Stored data
= = = =
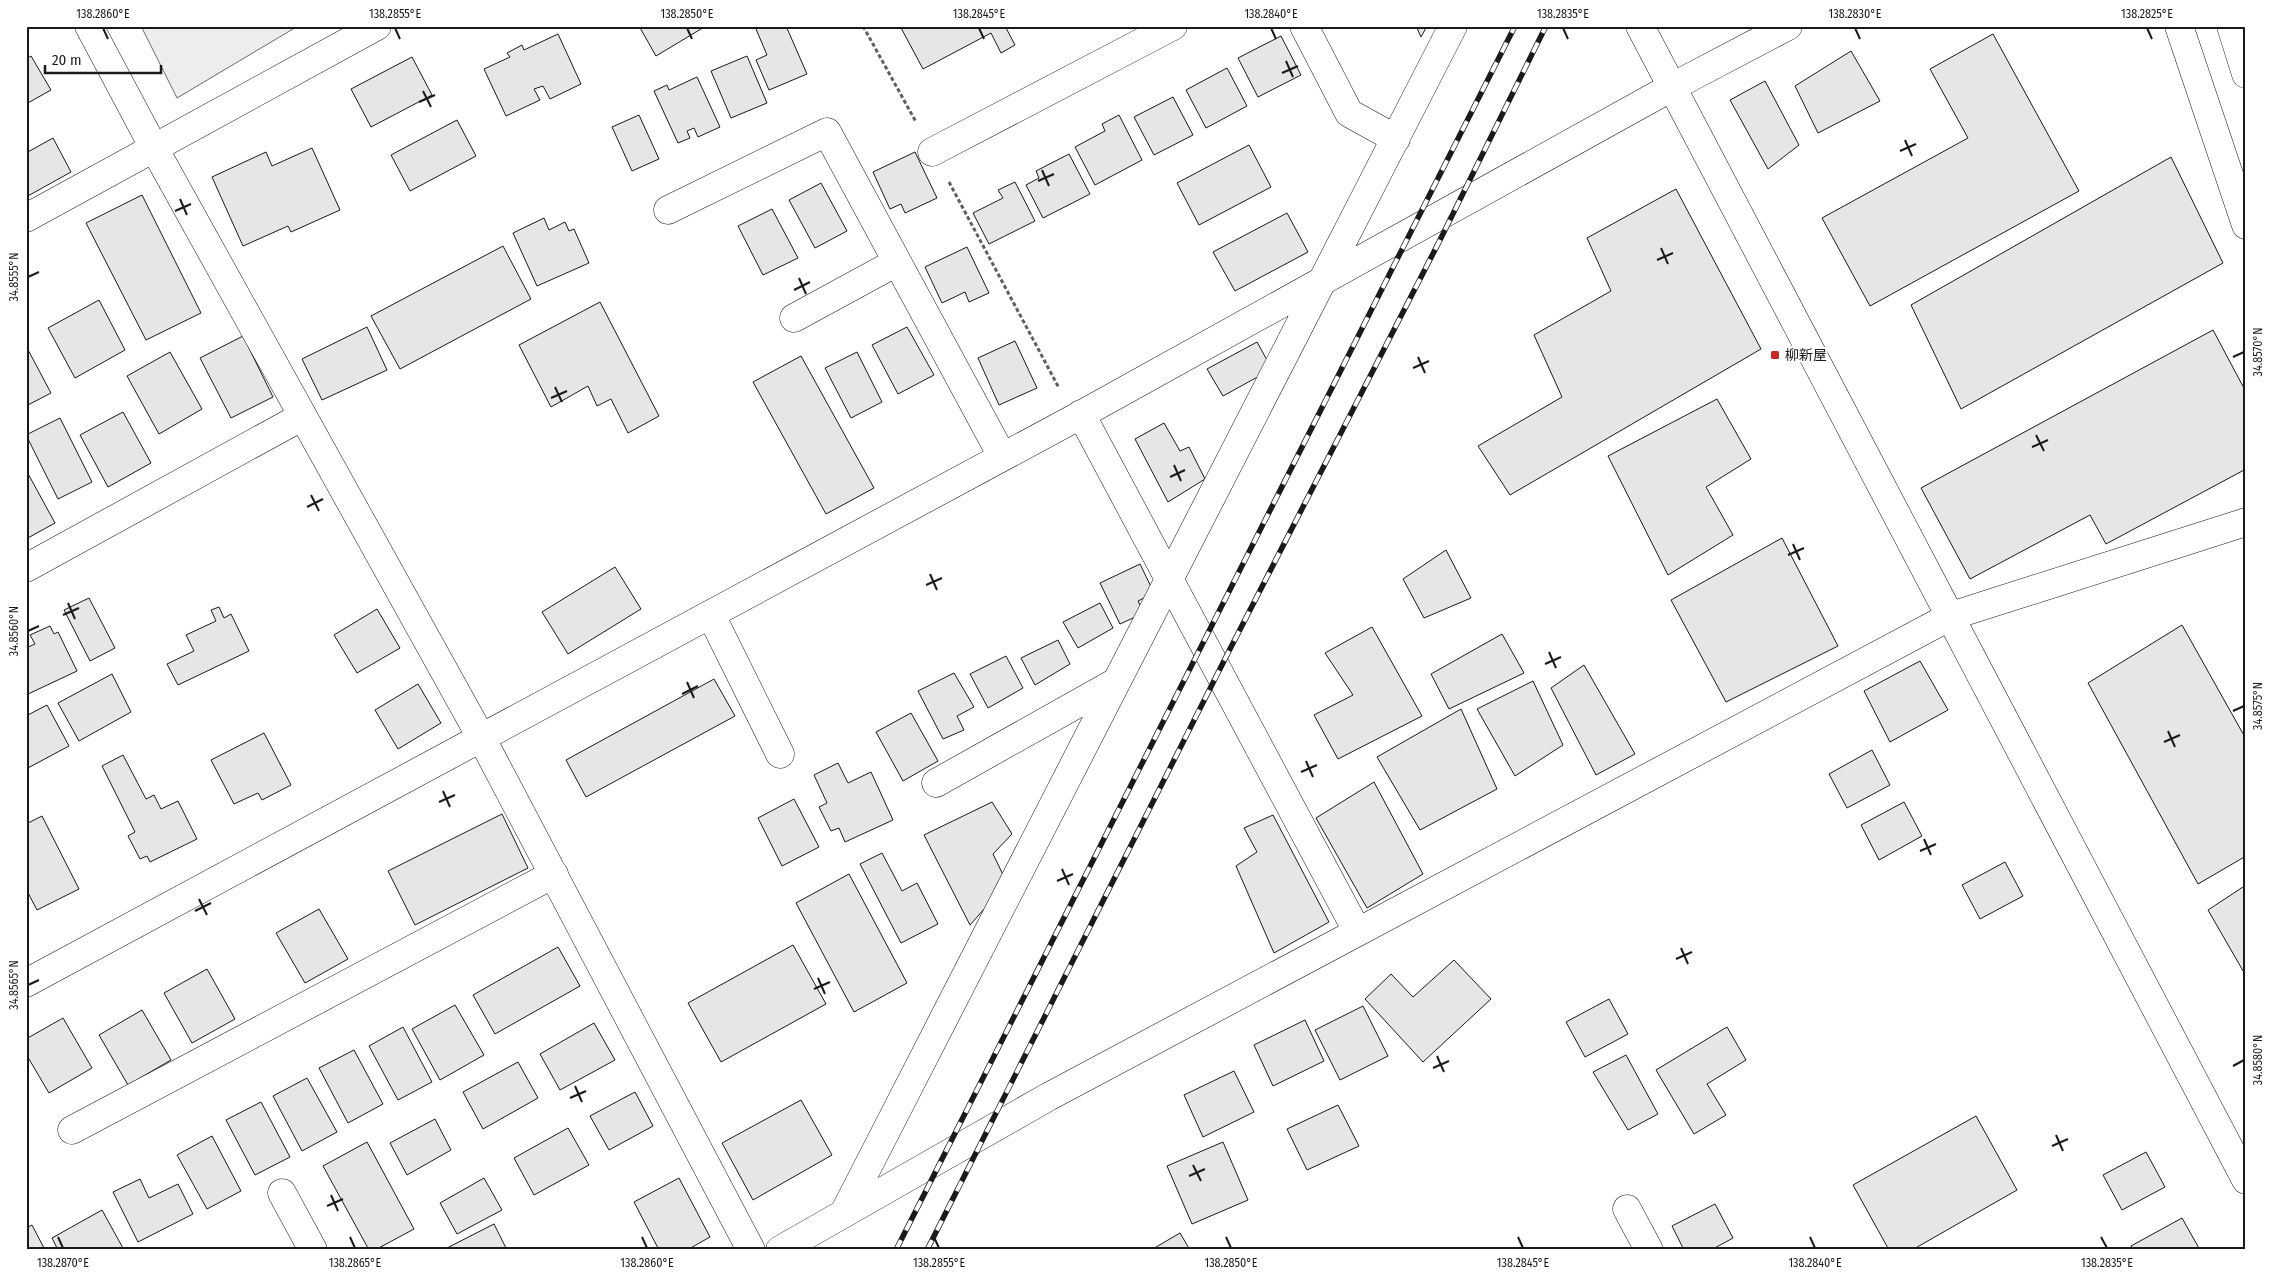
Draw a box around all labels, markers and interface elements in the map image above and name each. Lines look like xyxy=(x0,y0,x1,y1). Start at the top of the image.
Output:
text: 138.2860°E xyxy=(76,7,130,21)
text: 138.2855°E xyxy=(369,7,421,21)
text: 138.2850°E xyxy=(661,7,714,21)
text: 138.2845°E xyxy=(953,7,1005,21)
text: 138.2840°E xyxy=(1244,7,1298,21)
text: 138.2835°E xyxy=(1537,7,1589,21)
text: 138.2830°E xyxy=(1829,7,1882,21)
text: 138.2825°E xyxy=(2121,7,2173,21)
scale bar xyxy=(45,42,161,74)
text: 20 m xyxy=(52,51,82,69)
text: 34.8555°N xyxy=(7,253,21,301)
text: 34.8570°N xyxy=(2251,328,2265,376)
place label: 柳新屋 xyxy=(1785,347,1827,364)
marker: 柳新屋 xyxy=(1769,349,1781,361)
text: 34.8560°N xyxy=(7,606,21,656)
text: 34.8575°N xyxy=(2251,682,2265,730)
text: 34.8565°N xyxy=(7,960,21,1010)
text: 34.8580°N xyxy=(2251,1035,2265,1085)
text: 138.2870°E xyxy=(37,1256,89,1270)
text: 138.2865°E xyxy=(329,1256,382,1270)
text: 138.2860°E xyxy=(620,1256,674,1270)
text: 138.2855°E xyxy=(913,1256,965,1270)
text: 138.2850°E xyxy=(1205,1256,1258,1270)
text: 138.2845°E xyxy=(1497,1256,1549,1270)
text: 138.2840°E xyxy=(1788,1256,1842,1270)
text: 138.2835°E xyxy=(2081,1256,2133,1270)

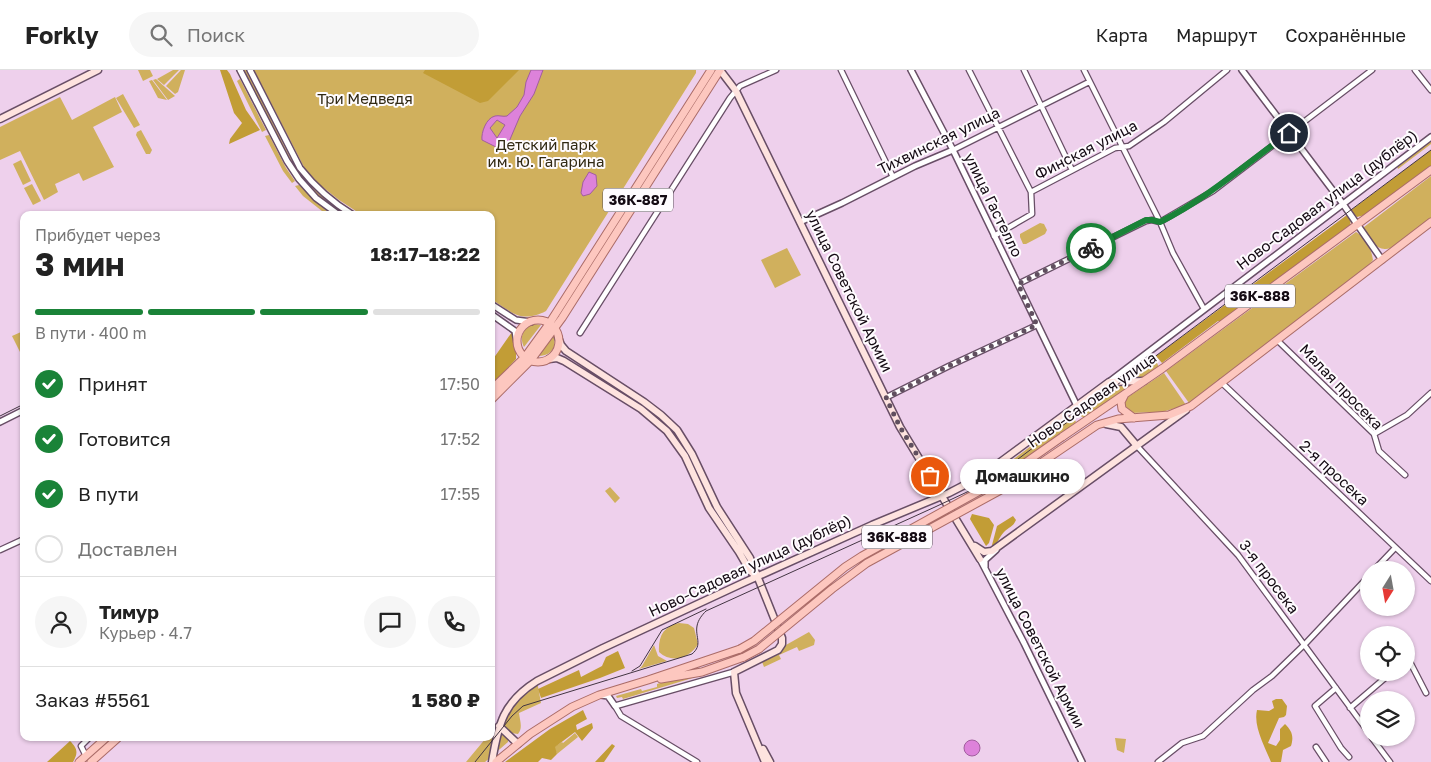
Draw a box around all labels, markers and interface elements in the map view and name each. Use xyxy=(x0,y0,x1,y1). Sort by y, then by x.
= = = =
EXERCISE PROMPT: Could you reproduce every entry exactly, leaving out the pictures?

EXERCISE RESPONSE:
Draw a box around all labels, markers and interface elements in the map image above and name each. Lines look like xyxy=(x0,y0,x1,y1). Start at the top of the image.
Output:
text: 138.2860°E xyxy=(76,7,130,21)
text: 138.2855°E xyxy=(369,7,421,21)
text: 138.2850°E xyxy=(661,7,714,21)
text: 138.2845°E xyxy=(953,7,1005,21)
text: 138.2840°E xyxy=(1244,7,1298,21)
text: 138.2835°E xyxy=(1537,7,1589,21)
text: 138.2830°E xyxy=(1829,7,1882,21)
text: 138.2825°E xyxy=(2121,7,2173,21)
scale bar xyxy=(45,42,161,74)
text: 20 m xyxy=(52,51,82,69)
text: 34.8555°N xyxy=(7,253,21,301)
text: 34.8570°N xyxy=(2251,328,2265,376)
place label: 柳新屋 xyxy=(1785,347,1827,364)
marker: 柳新屋 xyxy=(1769,349,1781,361)
text: 34.8560°N xyxy=(7,606,21,656)
text: 34.8575°N xyxy=(2251,682,2265,730)
text: 34.8565°N xyxy=(7,960,21,1010)
text: 34.8580°N xyxy=(2251,1035,2265,1085)
text: 138.2870°E xyxy=(37,1256,89,1270)
text: 138.2865°E xyxy=(329,1256,382,1270)
text: 138.2860°E xyxy=(620,1256,674,1270)
text: 138.2855°E xyxy=(913,1256,965,1270)
text: 138.2850°E xyxy=(1205,1256,1258,1270)
text: 138.2845°E xyxy=(1497,1256,1549,1270)
text: 138.2840°E xyxy=(1788,1256,1842,1270)
text: 138.2835°E xyxy=(2081,1256,2133,1270)

Draw a box around all labels, markers and interface elements in the map view and name each. Use xyxy=(x0,y0,x1,y1). Sort by y, then by x.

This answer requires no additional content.